**BRIEF**. What you return must be the lines from the first one below through the one containing "ctx.font = font", exactly and with pictures excluded.

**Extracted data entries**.

-=-=-

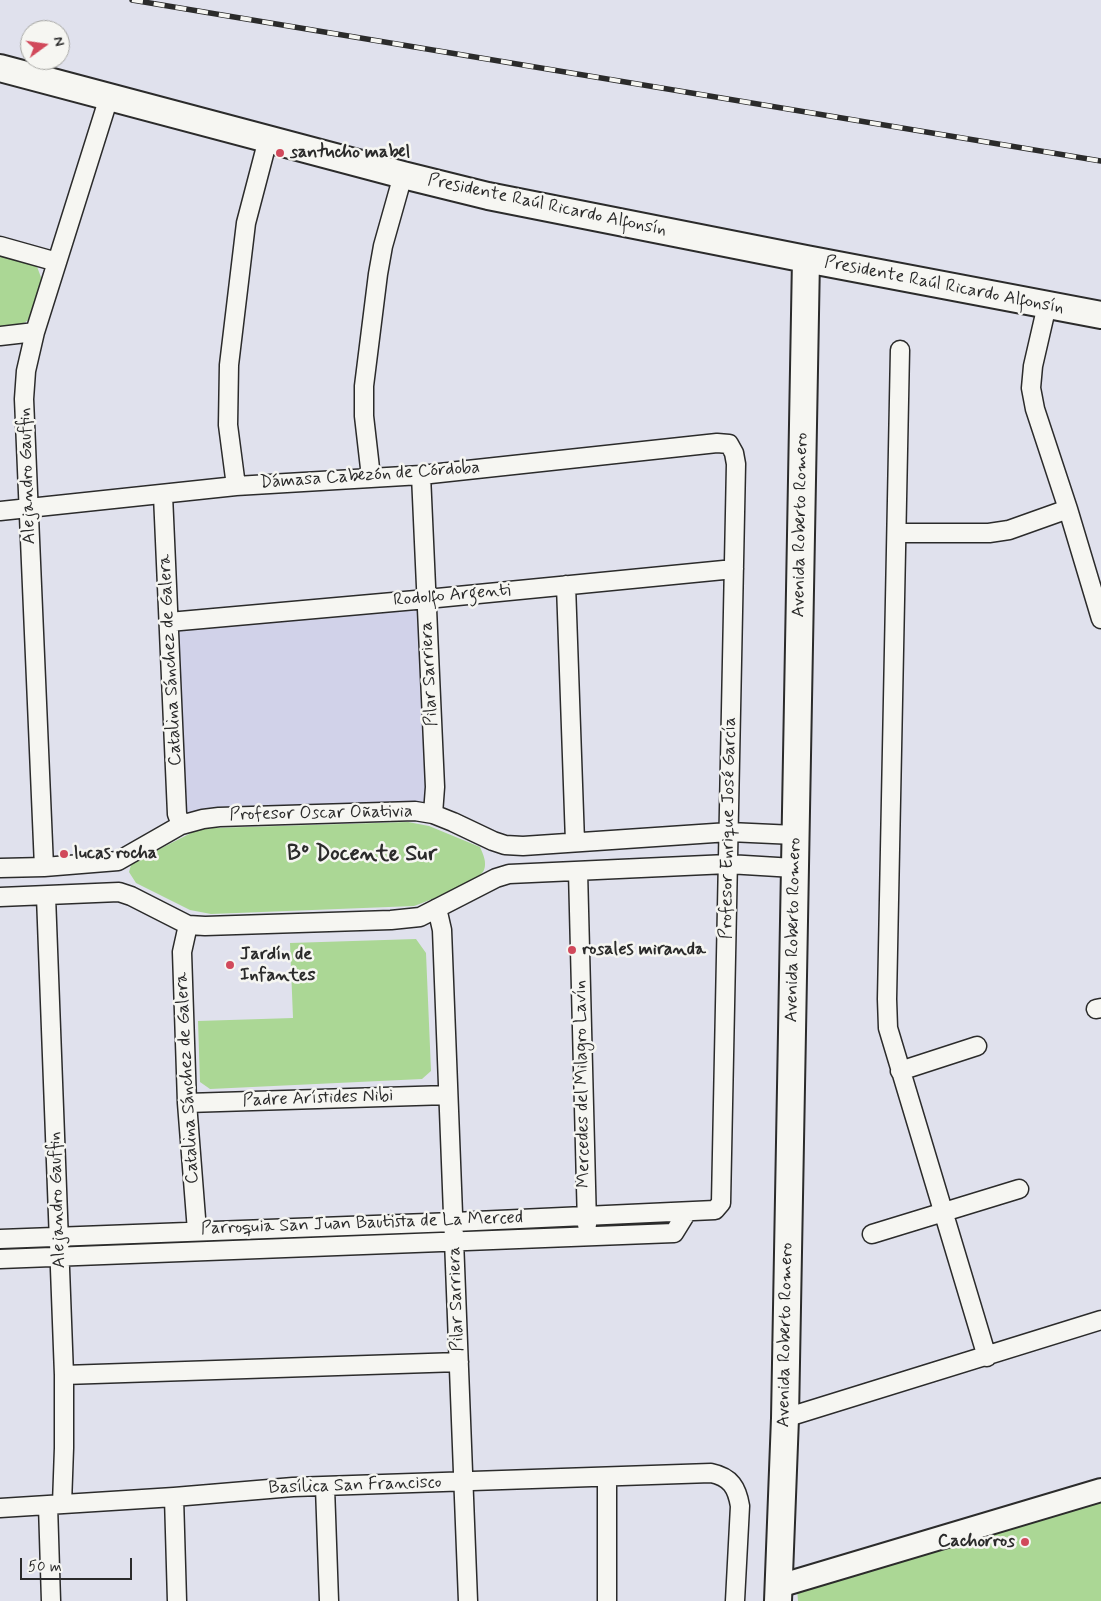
<!DOCTYPE html>
<meta charset="utf-8">
<style>
body{margin:0}
#map{position:relative;width:1101px;height:1601px;overflow:hidden;background:#e0e1ed;font-family:Mynerve,sans-serif}
canvas{display:block}
.north{position:absolute;left:20px;top:20px;width:50px;height:50px;box-sizing:border-box;background:#f6f6f2;border:1px solid #a5a5a2;border-radius:50%;rotate:76deg;font-size:14px;font-weight:700;line-height:20px;text-align:center;color:#2b2b2b}
.north::after{content:'';display:block;margin:auto;width:18px;height:22px;background:#d1495b;clip-path:polygon(50% 0,100% 100%,50% 72%,0 100%)}
.scale{position:absolute;left:20px;top:1558px;width:112px;height:22px;box-sizing:border-box;border:2px solid #2b2b2b;border-top:0;padding-left:6px;font-size:15px;line-height:18px;white-space:nowrap;color:#2b2b2b;-webkit-text-stroke:4px #f6f6f2;paint-order:stroke}
</style>
<div id="map">
<canvas width="1101" height="1601"></canvas>
<div class="north">N</div>
<div class="scale">50 m</div>
</div>
<script>
const ctx = document.querySelector('canvas').getContext('2d');
ctx.lineJoin = 'round';
function paint(path, color) { ctx.fillStyle = color; ctx.fill(path, 'evenodd'); }
function trace(path, color, width, dash) { ctx.strokeStyle = color; ctx.lineWidth = width; ctx.lineCap = dash ? 'butt' : 'round'; ctx.setLineDash(dash || []); ctx.stroke(path); }
function label(font, color, halo, rows, align = 'center') {
  ctx.font = font + ' Mynerve,sans-serif'; ctx.lineWidth = 5; ctx.setLineDash([]); ctx.textBaseline = 'middle'; ctx.strokeStyle = halo; ctx.fillStyle = color; for (const [text, x, y, turn = 0] of rows) {
    ctx.save(); ctx.translate(x, y); ctx.rotate((+turn || 0) * Math.PI / 180); ctx.textAlign = isNaN(turn) ? turn : align; if (halo) ctx.strokeText(text, 0, 0); ctx.fillText(text, 0, 0); ctx.restore();
  }
}
paint(new Path2D(`
 M 426,600 L 432,813 L 181,824 L 169,622 Z`), '#d1d2e9');
paint(new Path2D(`
 M 0,254 L 36,264 L 42,280 L 30,319 L 19,326 L 0,328 Z
 M 408,822 L 429,826 L 480,847 C 483,854 487,862 484,870 C 480,881 428,901 414,906 L 211,914 L 190,910 L 136,883 L 129,872 L 131,865 L 136,861 L 197,830 L 213,828 Z
 M 416,939 L 426,953 L 431,1071 L 422,1079 L 210,1089 L 200,1082 L 198,1021 L 293,1018 L 290,943 Z
 M 1101,1496 L 1101,1601 L 798,1601 L 797,1589 Z`), '#abd795');
const minor = new Path2D(`
 M 0,246 L 57,262
 M 1047,305 L 1033,366 L 1031,388 L 1035,409 L 1068,509 L 1101,619
 M 0,336 L 35,332
 M 900,350 L 887,999 L 888,1028 L 987,1357
 M 421,475 L 435,787 L 433,814
 M 371,477 L 364,416 L 364,386 L 378,274 L 383,246 L 403,175
 M 236,486 L 228,425 L 229,365 L 246,223 L 268,139
 M 163,495 L 177,814 L 181,825
 M 0,511 L 236,486 L 421,475 L 717,443 L 729,444 L 734,453 L 736,464 L 721,1203 L 715,1210 L 454,1222 L 0,1239
 M 897,533 L 989,533 L 1009,530 L 1068,509
 M 566,585 L 575,842
 M 169,622 L 427,599 L 734,569
 M 44,867 L 24,399 L 26,371 L 35,332 L 109,97
 M 0,868 L 44,867 L 118,861 L 181,825 L 203,819 L 219,817 L 415,811 L 433,814 L 453,822 L 493,841 L 505,845 L 523,846 L 729,832 L 795,835
 M 578,871 L 587,1225
 M 46,896 L 64,1375 L 64,1448 L 62,1504
 M 0,897 L 119,892 L 131,896 L 188,925 L 205,926 L 391,920 L 420,917 L 496,878 L 509,874 L 728,864 L 794,868
 M 437,908 L 442,930 L 468,1601
 M 188,925 L 182,952 L 187,1103 L 197,1231
 M 1096,1009 L 1101,1008
 M 900,1071 L 977,1046
 M 187,1103 L 448,1095
 M 872,1234 L 1019,1189
 M 0,1259 L 674,1233 L 687,1212
 M 64,1375 L 459,1362
 M 785,1418 L 1101,1320
 M 607,1478 L 607,1601
 M 325,1487 L 329,1601
 M 174,1497 L 177,1601
 M 48,1505 L 51,1601
 M 0,1508 L 174,1497 L 293,1487 L 711,1473 C 731,1477 737,1488 740,1506 L 735,1601`);
const tertiary = new Path2D(`
 M 779,1586 L 1101,1490`);
const secondary = new Path2D(`
 M 0,68 L 403,175 L 488,196 L 806,259 L 1101,315
 M 778,1601 L 785,1418 L 806,259`);
trace(minor, '#2b2b2b', 21);
trace(tertiary, '#2b2b2b', 26);
trace(secondary, '#2b2b2b', 30);
trace(minor, '#f6f6f2', 18);
trace(tertiary, '#f6f6f2', 22);
trace(secondary, '#f6f6f2', 26);
const rail = new Path2D(`
 M 132,0 L 1101,161`);
trace(rail, '#2b2b2b', 5.5);
trace(rail, '#f6f6f2', 4, [11]);
for (const [x, y, r, color] of [
 [280,153,5,"#d1495b"],
 [64,854,5,"#d1495b"],
 [572,950,5,"#d1495b"],
 [230,965,5,"#d1495b"],
 [1025,1542,5,"#d1495b"]
]) { const dot = new Path2D(); dot.arc(x, y, r, 0, 2 * Math.PI); ctx.fillStyle = color; ctx.fill(dot); trace(dot, '#f6f6f2', 2); }
label('bold 18px', '#2b2b2b', '#f6f6f2', [
 ["santucho mabel",290,153],
 ["lucas rocha",74,854],
 ["rosales miranda",582,950],
 ["Jardín de",240,955],
 ["Infantes",240,976],
 ["Cachorros",1015,1542,"right"]
], 'left');
label('18px', '#2b2b2b', '#f6f6f2', [
 ["Presidente Raúl Ricardo Alfonsín",547,206,12],
 ["Presidente Raúl Ricardo Alfonsín",944,286,11],
 ["Alejandro Gauffin",28,476,-92],
 ["Dámasa Cabezón de Córdoba",370,476,-4],
 ["Avenida Roberto Romero",801,525,-89],
 ["Rodolfo Argenti",452,596,-5],
 ["Catalina Sánchez de Galera",171,660,-93],
 ["Pilar Sarriera",430,674,-93],
 ["Profesor Oscar Oñativia",321,814,-1],
 ["Profesor Enrique José García",729,828,-89],
 ["Avenida Roberto Romero",794,930,-89],
 ["Catalina Sánchez de Galera",188,1078,-93],
 ["Mercedes del Milagro Lavín",583,1084,-91],
 ["Padre Arístides Nibi",318,1099,-2],
 ["Alejandro Gauffin",58,1200,-92],
 ["Parroquia San Juan Bautista de La Merced",362,1224,-2],
 ["Pilar Sarriera",457,1299,-92],
 ["Avenida Roberto Romero",786,1335,-89],
 ["Basílica San Francisco",355,1486,-2]
]);
label('bold 22px', '#2b2b2b', '#f6f6f2', [
 ["Bº Docente Sur",362,855]
]);
</script>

-=-=-

**YOUR SOLUTION**.
<!DOCTYPE html>
<meta charset="utf-8">
<style>
body{margin:0}
#map{position:relative;width:1101px;height:1601px;overflow:hidden;background:#e0e1ed;font-family:Mynerve,sans-serif}
canvas{display:block}
.north{position:absolute;left:20px;top:20px;width:50px;height:50px;box-sizing:border-box;background:#f6f6f2;border:1px solid #a5a5a2;border-radius:50%;rotate:76deg;font-size:14px;font-weight:700;line-height:20px;text-align:center;color:#2b2b2b}
.north::after{content:'';display:block;margin:auto;width:18px;height:22px;background:#d1495b;clip-path:polygon(50% 0,100% 100%,50% 72%,0 100%)}
.scale{position:absolute;left:20px;top:1558px;width:112px;height:22px;box-sizing:border-box;border:2px solid #2b2b2b;border-top:0;padding-left:6px;font-size:15px;line-height:18px;white-space:nowrap;color:#2b2b2b;-webkit-text-stroke:4px #f6f6f2;paint-order:stroke}
</style>
<div id="map">
<canvas width="1101" height="1601"></canvas>
<div class="north">N</div>
<div class="scale">50 m</div>
</div>
<script>
const ctx = document.querySelector('canvas').getContext('2d');
ctx.lineJoin = 'round';
function paint(path, color) { ctx.fillStyle = color; ctx.fill(path, 'evenodd'); }
function trace(path, color, width, dash) { ctx.strokeStyle = color; ctx.lineWidth = width; ctx.lineCap = dash ? 'butt' : 'round'; ctx.setLineDash(dash || []); ctx.stroke(path); }
function label(font, color, halo, rows, align = 'center') {
  ctx.font = font + ' Mynerve,sans-serif'; ctx.lineWidth = 5; ctx.setLineDash([]); ctx.textBaseline = 'middle'; ctx.strokeStyle = halo; ctx.fillStyle = color; for (const [text, x, y, turn = 0] of rows) {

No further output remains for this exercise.